= TASK TO COMPLETE =
Keep only the lines from the start of the data through the line containing "g.lineCap = dash ? 'butt' : 'round';", and output them exactly.

- Opening Delimiter -

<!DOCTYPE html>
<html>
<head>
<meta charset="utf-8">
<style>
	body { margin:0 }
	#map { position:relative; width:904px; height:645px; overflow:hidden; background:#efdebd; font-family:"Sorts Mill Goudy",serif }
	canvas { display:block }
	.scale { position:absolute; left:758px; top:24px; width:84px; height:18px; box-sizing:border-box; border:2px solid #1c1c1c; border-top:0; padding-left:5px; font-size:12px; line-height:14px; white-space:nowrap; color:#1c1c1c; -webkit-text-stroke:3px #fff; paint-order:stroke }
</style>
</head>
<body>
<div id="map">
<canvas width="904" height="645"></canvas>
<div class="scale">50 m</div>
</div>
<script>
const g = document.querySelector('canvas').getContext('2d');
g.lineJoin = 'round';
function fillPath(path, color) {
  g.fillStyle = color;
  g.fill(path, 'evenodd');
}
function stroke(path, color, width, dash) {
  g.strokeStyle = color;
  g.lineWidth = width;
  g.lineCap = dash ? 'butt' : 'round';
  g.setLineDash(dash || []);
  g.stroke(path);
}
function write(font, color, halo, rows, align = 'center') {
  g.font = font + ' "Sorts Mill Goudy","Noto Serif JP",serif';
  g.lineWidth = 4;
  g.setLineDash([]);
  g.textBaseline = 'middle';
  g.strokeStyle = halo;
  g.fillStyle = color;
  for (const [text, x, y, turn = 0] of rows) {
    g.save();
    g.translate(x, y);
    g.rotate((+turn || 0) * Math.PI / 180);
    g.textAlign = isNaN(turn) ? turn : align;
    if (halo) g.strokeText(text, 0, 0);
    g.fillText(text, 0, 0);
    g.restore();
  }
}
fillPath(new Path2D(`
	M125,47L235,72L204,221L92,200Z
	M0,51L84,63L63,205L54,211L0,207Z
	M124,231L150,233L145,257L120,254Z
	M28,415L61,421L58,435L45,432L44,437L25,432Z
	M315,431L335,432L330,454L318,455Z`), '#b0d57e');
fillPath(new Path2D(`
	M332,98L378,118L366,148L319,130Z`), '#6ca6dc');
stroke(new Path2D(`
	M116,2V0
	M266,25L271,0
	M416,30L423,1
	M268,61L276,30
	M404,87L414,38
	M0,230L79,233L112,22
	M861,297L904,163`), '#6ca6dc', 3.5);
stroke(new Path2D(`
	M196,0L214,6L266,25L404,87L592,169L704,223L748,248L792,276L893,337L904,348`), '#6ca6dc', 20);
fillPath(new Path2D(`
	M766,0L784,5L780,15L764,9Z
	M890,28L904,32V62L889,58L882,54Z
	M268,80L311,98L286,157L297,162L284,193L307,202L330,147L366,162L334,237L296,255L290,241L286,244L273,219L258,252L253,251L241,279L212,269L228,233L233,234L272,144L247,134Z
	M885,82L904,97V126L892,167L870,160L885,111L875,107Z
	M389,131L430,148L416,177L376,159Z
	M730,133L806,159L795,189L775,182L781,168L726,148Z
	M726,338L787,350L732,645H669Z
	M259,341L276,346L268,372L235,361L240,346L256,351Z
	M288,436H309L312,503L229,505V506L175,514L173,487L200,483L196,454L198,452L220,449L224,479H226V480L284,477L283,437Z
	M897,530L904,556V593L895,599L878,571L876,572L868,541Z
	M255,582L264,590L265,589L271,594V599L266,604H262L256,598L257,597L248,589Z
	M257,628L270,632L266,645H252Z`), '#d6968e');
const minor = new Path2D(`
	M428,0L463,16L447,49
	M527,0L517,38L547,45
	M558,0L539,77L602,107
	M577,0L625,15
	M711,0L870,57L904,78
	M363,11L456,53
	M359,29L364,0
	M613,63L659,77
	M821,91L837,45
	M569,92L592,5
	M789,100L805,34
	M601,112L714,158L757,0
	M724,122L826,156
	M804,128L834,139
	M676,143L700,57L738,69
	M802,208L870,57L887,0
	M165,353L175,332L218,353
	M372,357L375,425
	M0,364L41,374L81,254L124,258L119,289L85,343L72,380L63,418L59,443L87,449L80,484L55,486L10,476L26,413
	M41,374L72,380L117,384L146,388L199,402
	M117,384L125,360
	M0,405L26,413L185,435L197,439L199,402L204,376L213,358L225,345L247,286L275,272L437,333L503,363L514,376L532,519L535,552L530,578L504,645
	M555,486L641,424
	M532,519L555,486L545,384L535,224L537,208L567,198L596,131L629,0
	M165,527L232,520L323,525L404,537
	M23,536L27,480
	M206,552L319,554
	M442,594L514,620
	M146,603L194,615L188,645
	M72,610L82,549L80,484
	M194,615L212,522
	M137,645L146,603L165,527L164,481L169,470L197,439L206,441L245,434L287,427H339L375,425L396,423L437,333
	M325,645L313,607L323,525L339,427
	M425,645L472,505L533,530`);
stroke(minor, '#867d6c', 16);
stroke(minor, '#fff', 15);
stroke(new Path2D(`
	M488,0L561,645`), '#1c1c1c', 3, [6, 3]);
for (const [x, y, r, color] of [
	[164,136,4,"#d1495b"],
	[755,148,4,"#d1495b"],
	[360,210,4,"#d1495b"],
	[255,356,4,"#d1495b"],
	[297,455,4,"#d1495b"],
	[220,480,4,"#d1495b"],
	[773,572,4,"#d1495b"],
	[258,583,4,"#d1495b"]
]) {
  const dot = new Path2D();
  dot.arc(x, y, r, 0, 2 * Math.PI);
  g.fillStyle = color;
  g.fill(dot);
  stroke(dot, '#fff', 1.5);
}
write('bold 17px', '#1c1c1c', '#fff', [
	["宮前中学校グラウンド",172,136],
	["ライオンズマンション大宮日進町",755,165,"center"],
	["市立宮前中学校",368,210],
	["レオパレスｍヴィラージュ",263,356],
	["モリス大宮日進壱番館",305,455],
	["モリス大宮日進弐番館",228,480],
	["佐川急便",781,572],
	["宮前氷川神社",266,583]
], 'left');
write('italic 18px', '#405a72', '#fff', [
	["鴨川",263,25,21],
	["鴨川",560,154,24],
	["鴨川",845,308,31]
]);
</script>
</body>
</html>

- Closing Delimiter -

= EXERCISE ANSWER =
<!DOCTYPE html>
<html>
<head>
<meta charset="utf-8">
<style>
	body { margin:0 }
	#map { position:relative; width:904px; height:645px; overflow:hidden; background:#efdebd; font-family:"Sorts Mill Goudy",serif }
	canvas { display:block }
	.scale { position:absolute; left:758px; top:24px; width:84px; height:18px; box-sizing:border-box; border:2px solid #1c1c1c; border-top:0; padding-left:5px; font-size:12px; line-height:14px; white-space:nowrap; color:#1c1c1c; -webkit-text-stroke:3px #fff; paint-order:stroke }
</style>
</head>
<body>
<div id="map">
<canvas width="904" height="645"></canvas>
<div class="scale">50 m</div>
</div>
<script>
const g = document.querySelector('canvas').getContext('2d');
g.lineJoin = 'round';
function fillPath(path, color) {
  g.fillStyle = color;
  g.fill(path, 'evenodd');
}
function stroke(path, color, width, dash) {
  g.strokeStyle = color;
  g.lineWidth = width;
  g.lineCap = dash ? 'butt' : 'round';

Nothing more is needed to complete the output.